Продвигался Грин, тщательно маскируясь на местности, всем существом своим боясь встречи с людьми, тайную войну против которых он вел. Порой им овладевал почти безотчетный ужас, заставлявший его с бессмысленным взором бежать по тундре, но все же инстинкт разведчика не изменял, Грин шел по маршруту, усвоенному наизусть. Иногда, боясь сойти с ума, он анализировал свои переживания, искал причины панического страха, - и тогда не мог не признать, что ему не хватает смелости, необходимой любому гангстеру, и что в нем сказывается отсутствие привычки к опасности, которой ежедневно подвергается каждый его рядовой агент. На Ближнем Востоке он вел работу всегда в окружении сослуживцев, в Западной Германии - на положении победителя-оккупанта и в то же время благожелательного союзника. На этот раз все обстояло иначе, и от одной мысли Грина пробирала дрожь. Он уже не сидел в своем кабинете, а тайком крался по советской земле, под чужой фамилией, крался для того, чтобы выполнить приказ Прайса. Он не знал, как именно его выполнит, какими средствами и в каких условиях, но готов был на все, готов, если этого потребуют обстоятельства, не только обворовать, но и своими руками задушить или зарезать любого из перечисленных в списке Прайса советских ученых и в первую очередь, конечно, инженера Ландышева… Срыв выполнения задания на сей раз в представлении Грина означал для него не просто крушение шпионской карьеры, но и конец в физическом смысле - неважно от чьих рук, советских чекистов или подосланных Харвудом убийц. Как понимал Грин, выход ему оставался лишь один - идти напролом и таким образом добиться своего: денег, наград, возможности сбежать затем из этой страны за океан и зажить там в свое удовольствие. Однако принимать решения оказалось делом неизмеримо более легким, чем находиться в шкуре непосредственного исполнителя приказов Прайса и Харвуда. Теперь Грин отчетливо осознал это.

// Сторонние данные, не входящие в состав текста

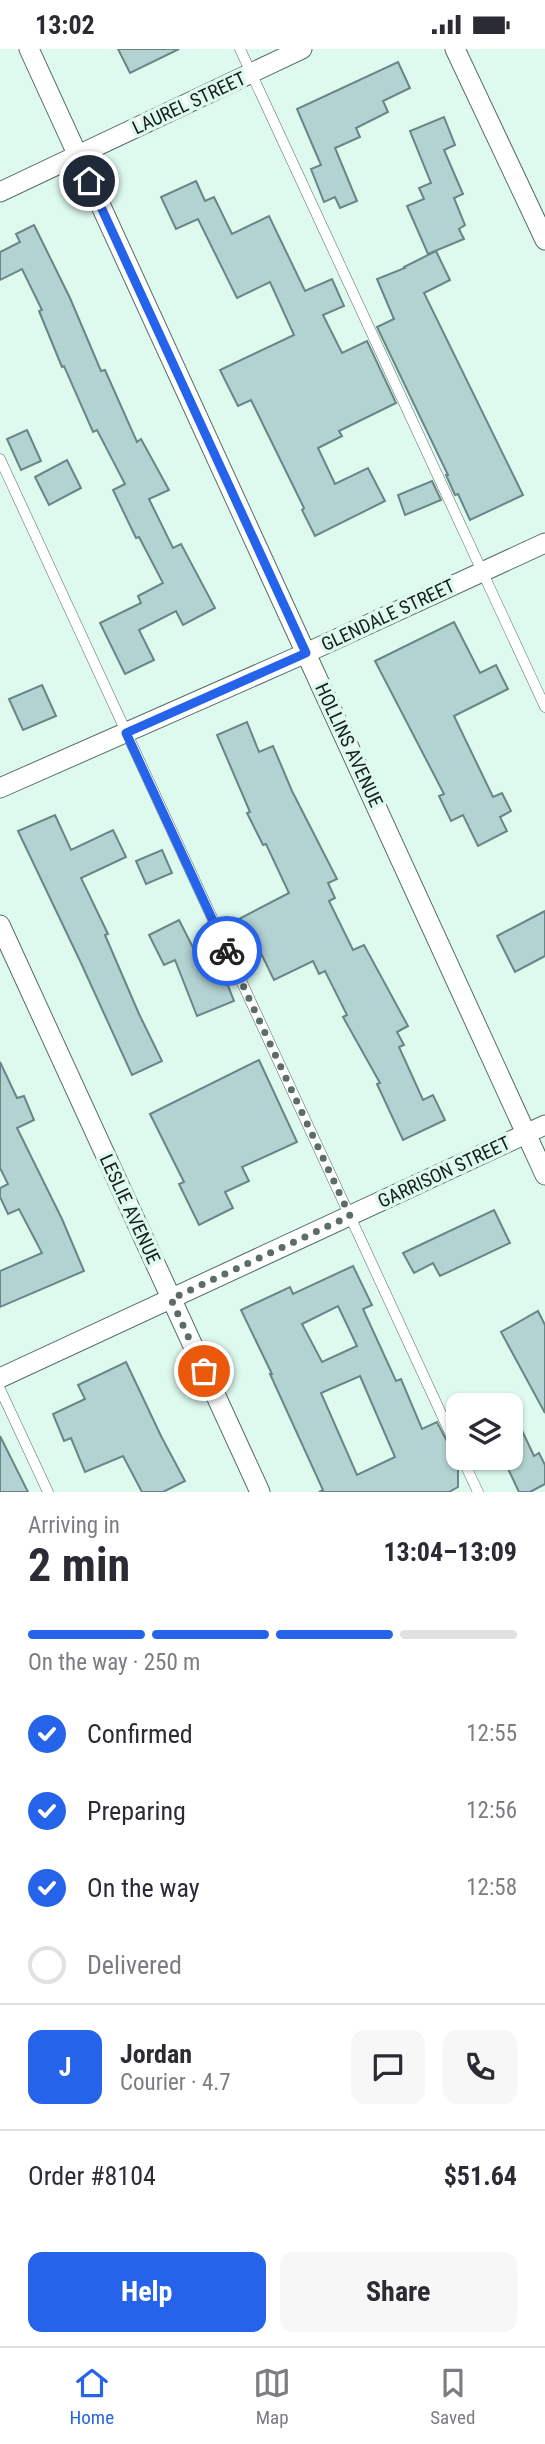 <!DOCTYPE html>
<meta charset="utf-8">
<style>
:root{--surface:#fff;--page:#f7f7f7;--text:#2b2b33;--muted:#7c7c81;--line:#e1e1e2;--accent:#2563eb}
body{margin:0;font-family:"Roboto Condensed",sans-serif;background:var(--page);color:var(--text);height:100vh;display:flex;flex-direction:column;font-size:26px;white-space:nowrap}
*{box-sizing:border-box;margin:0}
p{font-size:23px;color:var(--muted)}
.icon{flex:none;width:38px;height:38px;fill:none;stroke:currentColor;stroke-width:2;stroke-linecap:round;stroke-linejoin:round}
.map{position:relative;height:1443px;overflow:hidden}
.sheet{display:flex;flex-direction:column;background:var(--surface);flex:1}
.sheet>*{flex:none}
.buttons{position:absolute;left:446px;top:1344px;display:grid;gap:14px}
.buttons a{display:grid;place-items:center;width:77px;height:77px;border-radius:14px;background:var(--surface);box-shadow:0 2px 5px #0004;font-size:35px}
.pin{position:absolute;display:grid;place-items:center;width:60px;height:60px;color:#fff;margin:-30px;border:4px solid #fff;border-radius:50%;box-shadow:0 2px 7px #0007}
.courier{position:absolute;display:grid;place-items:center;width:70px;height:70px;margin:-35px;border:5px solid #2563eb;border-radius:50%;background:#fff;color:#222;box-shadow:0 2px 9px #0007}
.headline em{font-style:normal;font-weight:700}
.headline div{display:flex;flex-direction:column-reverse}
.headline{display:flex;align-items:center;justify-content:space-between;height:119px;padding:0 28px}
h1{font-size:46px;font-weight:700;line-height:52px}
.bar{display:grid;grid-template-columns:repeat(4,1fr);gap:10px 7px;align-content:center;height:84px;padding:0 28px}
.bar i{height:9px;border-radius:5px;background:var(--line)}
.bar .on{background:var(--accent)}
.bar p{grid-column:span 4}
.line{display:flex;align-items:center;gap:18px;padding:0 28px;border-top:2px solid var(--line)}
.line div{flex:1}
.round{display:grid;place-items:center;flex:none;width:74px;height:74px;border-radius:14px;background:var(--page)}
ol{padding:0 28px;list-style:none}
li{display:flex;align-items:center;gap:21px;height:77px}
li p{margin-inline-start:auto}
li .icon{padding:7px;border-radius:50%;background:var(--accent);color:#fff;stroke-width:4}
li:last-child{color:var(--muted)}
li i{width:38px;height:38px;border:4px solid var(--line);border-radius:50%}
.action{display:flex;gap:14px;margin-top:auto;padding:14px 28px}
.action a{flex:1;height:80px;border-radius:14px;background:var(--accent);color:#fff;font-size:28px;font-weight:700;line-height:80px;text-align:center}
.action a+a{background:var(--page);color:var(--text)}
.status{display:flex;justify-content:space-between;align-items:center;height:49px;padding:0 35px;background:var(--surface);direction:ltr}
.status svg{height:19px;fill:currentColor}
.dock{display:flex;justify-content:space-around;align-items:center;height:98px;border-top:2px solid var(--line);background:var(--surface);font-size:19px;color:var(--muted)}
.dock a{display:grid;justify-items:center;gap:4px}
.dock .on{color:var(--accent)}
.map>svg:first-child{display:block}
.building{fill:#b3d2d2;stroke:#698686;stroke-width:2;fill-rule:evenodd}
.lines{fill:none;stroke-linecap:round;stroke-linejoin:round}
.service-casing{stroke:#556e64;stroke-width:11}
.minor-casing{stroke:#556e64;stroke-width:21}
.service{stroke:#fff;stroke-width:10}
.minor{stroke:#fff;stroke-width:19}
.done{stroke:#5c6c66;stroke-width:7;stroke-dasharray:0 12.6}
.route{stroke:#2563eb;stroke-width:9}
.labels{text-anchor:middle;dominant-baseline:central;stroke-width:7;stroke-linejoin:round;paint-order:stroke}
.street-label{font-size:19px;fill:#16201c;stroke:#defaef}
</style>
<div class="status"><b>13:02</b><svg viewBox="0 0 49 12"><path d="M0 12V9h3v3zM5 12V6h3v6zM10 12V3h3v9zM15 12V0h3v12zM26 1h20v11H26zM47 4h2v5h-2z"/></svg></div>
<div class="map">
<svg width="545" height="1443" viewBox="0 0 545 1443">
<rect width="100%" height="100%" fill="#defaef"/>
<!-- building -->
<g class="building">
<path d="M118,0H179L130,24Z"/>
<path d="M398,13L410,39L383,52L388,63L356,79L360,88L335,99L357,152L340,159L335,148L324,153L311,120L321,116L297,60Z"/>
<path d="M444,68L455,96L444,101L463,145L454,149L465,176L459,180L464,190L428,205L407,157L424,150L419,139L431,134L410,82Z"/>
<path d="M196,132L205,152L214,148L232,185L269,167L305,242L332,230L344,257L323,266L342,304L367,292L396,354L339,382L342,387L318,399L335,435L368,419L385,452L315,487L302,461L304,459L251,351L238,357L220,321L294,286L270,233L237,249L198,170L176,180L161,148Z"/>
<path d="M34,176L70,249L101,322L105,321L137,393L141,390L169,441L149,450L173,499L181,495L215,559L183,576L176,562L139,581L154,611L125,625L100,574L141,554L138,547L163,534L139,488L136,489L113,441L125,435L97,381L93,383L64,317L62,318L39,262L42,261L22,220L0,231V203L20,193L16,185Z"/>
<path d="M436,202L450,231L424,244L523,446L470,471L458,445L455,446L446,426H448L377,278L394,270L377,230L405,219L404,218Z"/>
<path d="M27,381L41,412L21,421L7,390Z"/>
<path d="M67,411L81,439L49,456L35,428Z"/>
<path d="M432,432L441,451L405,466L398,446Z"/>
<path d="M454,573L480,624L496,616L508,640L454,667L493,748L502,744L511,762L500,768L507,782L478,797L463,766L451,772L439,747L444,745L375,612Z"/>
<path d="M42,636L56,667L23,681L9,650Z"/>
<path d="M247,673L259,703L273,697L292,742L337,830L328,834L335,849L329,852L353,901L364,896L408,977L397,983L404,996L399,998L423,1051L433,1046L445,1071L403,1091L377,1035L380,1034L343,968L347,966L325,922L319,925L313,912L274,931L257,896L253,898L239,870L289,844L266,795L263,796L247,764L250,763L217,686Z"/>
<path d="M55,766L71,801L113,781L126,808L81,829L108,885L105,886L139,965L162,1012L132,1026L81,914L18,782Z"/>
<path d="M162,801L172,824L146,835L136,812Z"/>
<path d="M545,862V907L515,923L497,887Z"/>
<path d="M179,871L206,924L221,919L234,952L197,967L175,911L164,916L149,886Z"/>
<path d="M259,1011L297,1093L242,1118L249,1132L225,1143L233,1159L199,1176L179,1135L184,1133L150,1065Z"/>
<path d="M0,1013L17,1049L24,1047L34,1071L17,1079L62,1170L84,1222L0,1258V1222L42,1204L19,1160L8,1165L0,1148V1139L8,1135L0,1119Z"/>
<path d="M494,1161L510,1194L440,1227L433,1214L414,1224L403,1204Z"/>
<path d="M353,1217L372,1256L363,1260L396,1332L401,1330L422,1380L437,1373L455,1408L458,1419V1438L449,1443H319L323,1441L270,1325H272L241,1261L290,1238L293,1245ZM338,1257L357,1297L322,1313L302,1275ZM360,1327L395,1408L357,1426L321,1344Z"/>
<path d="M538,1262L545,1276V1364L501,1283Z"/>
<path d="M126,1313L161,1387L185,1432L163,1443H142L123,1407L85,1423L71,1389L64,1392L53,1365L85,1350L78,1336Z"/>
<path d="M511,1358L534,1407L539,1404L545,1416V1435L530,1443H519L503,1409H511Z"/>
<path d="M458,1362V1384L450,1366Z"/>
<path d="M0,1387L28,1443H0Z"/>
</g>
<g class="lines">
<!-- service casing -->
<g class="service-casing">
<g id="service">
<path d="M240,0L545,658"/>
<path d="M0,410L458,1401"/>
<path d="M0,1340L48,1443"/>
<path d="M462,1409L478,1443"/>
</g>
</g>
<!-- minor casing -->
<g class="minor-casing">
<g id="minor">
<path d="M29,0L545,1126"/>
<path d="M455,0L545,191"/>
<path d="M0,143L302,0"/>
<path d="M0,739L306,604L545,494"/>
<path d="M0,876L260,1443"/>
<path d="M0,1329L545,1076"/>
</g>
</g>
<!-- service -->
<use href="#service" class="service"/>
<!-- minor -->
<use href="#minor" class="minor"/>
</g>
<g class="lines">
<!-- done -->
<path class="done" d="M204,1322L171,1250L350,1167L227,902"/>
<!-- route -->
<path class="route" d="M89,132L306,604L126,684L227,902"/>
</g>
<g class="labels">
<!-- street labels -->
<g class="street-label">
<text transform="translate(189 54) rotate(-25)">LAUREL STREET</text>
<text transform="translate(388 566) rotate(-25)">GLENDALE STREET</text>
<text transform="translate(349 696) rotate(65)">HOLLINS AVENUE</text>
<text transform="translate(444 1123) rotate(-25)">GARRISON STREET</text>
<text transform="translate(130 1160) rotate(65)">LESLIE AVENUE</text>
</g>
</g>
</svg>
<div class="buttons">
<a><svg class="icon" aria-label="layers" viewBox="0 0 24 24"><path d="M12 4l9 5-9 5-9-5zM3 14l9 5 9-5"/></svg></a>
</div>
<div class="pin" style="left:204px;top:1322px;background:#ea580c"><svg class="icon" aria-label="bag" viewBox="0 0 24 24"><path d="M5 8h14l-1 12H6zM9 8a3 3 0 0 1 6 0"/></svg></div>
<div class="pin" style="left:89px;top:132px;background:#1f2937"><svg class="icon" aria-label="home" viewBox="0 0 24 24"><path d="M3 11l9-7 9 7M6 9v11h12V9"/></svg></div>
<div class="courier" style="left:227px;top:902px"><svg class="icon" aria-label="bike" viewBox="0 0 24 24"><circle cx="6" cy="16" r="4"/><circle cx="18" cy="16" r="4"/><path d="M6 16l4-8h5l3 8M10 8l3 8H6M13 5h3"/></svg></div>
</div>
<section class="sheet">
<div class="headline"><div><h1>2 min</h1><p>Arriving in</p></div><em>13:04–13:09</em></div>
<div class="bar"><i class="on"></i><i class="on"></i><i class="on"></i><i></i><p>On the way · 250 m</p></div>
<ol>
<li><svg class="icon" aria-label="check" viewBox="0 0 24 24"><path d="M5 12l5 5 9-10"/></svg>Confirmed<p>12:55</p></li>
<li><svg class="icon" aria-label="check" viewBox="0 0 24 24"><path d="M5 12l5 5 9-10"/></svg>Preparing<p>12:56</p></li>
<li><svg class="icon" aria-label="check" viewBox="0 0 24 24"><path d="M5 12l5 5 9-10"/></svg>On the way<p>12:58</p></li>
<li><i></i>Delivered</li>
</ol>
<div class="line" style="height:126px"><b class="round" style="background:var(--accent);color:#fff">J</b><div><b>Jordan</b><p>Courier · 4.7</p></div><a class="round"><svg class="icon" aria-label="chat" viewBox="0 0 24 24"><path d="M4 5h16v11H9l-5 4z"/></svg></a><a class="round"><svg class="icon" aria-label="phone" viewBox="0 0 24 24"><path d="M5 4h4l2 5-3 2q2 4 5 5l2-3 5 2v4C11 20 4 13 5 4z"/></svg></a></div>
<div class="line" style="height:91px"><div>Order #8104</div><b>$51.64</b></div>
<div class="action"><a>Help</a><a>Share</a></div>
</section>
<nav class="dock">
<a class="on"><svg class="icon" aria-label="home" viewBox="0 0 24 24"><path d="M3 11l9-7 9 7M6 9v11h12V9"/></svg>Home</a>
<a><svg class="icon" aria-label="map" viewBox="0 0 24 24"><path d="M3 6l6-2 6 2 6-2v14l-6 2-6-2-6 2zM9 4v14M15 6v14"/></svg>Map</a>
<a><svg class="icon" aria-label="saved" viewBox="0 0 24 24"><path d="M7 4h10v16l-5-4-5 4z"/></svg>Saved</a>
</nav>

Следовало во что бы то ни стало преодолеть страх, и Грин благодарил судьбу за то, что она дает ему возможность до поры до времени побыть одному, привыкнуть к тому новому положению, в котором он очутился. Овладевавший им временами животный страх от мысли, что его могут разоблачить и схватить, он загонял глубоко внутрь и, наверное, оттого все более проникался злобой к тем, из-за кого по воле Прайса мог погибнуть, хотя ни одного из них он никогда в глаза не видел. Затаившись в очередной лощинке и наскоро глотая холодные мясные консервы, он с упоением предвкушал, как наконец доберется до них и заставит дорого заплатить за все пережитое им. Грин проклинал как в воду канувшего инженера Можайцева и с ненавистью думал о Годдарте, успевшем благополучно легализоваться в Москве, - он не мог ему простить того, что тот не сумел помешать побегу русского с завода в Брайт-ривер, после чего и начались все передряги.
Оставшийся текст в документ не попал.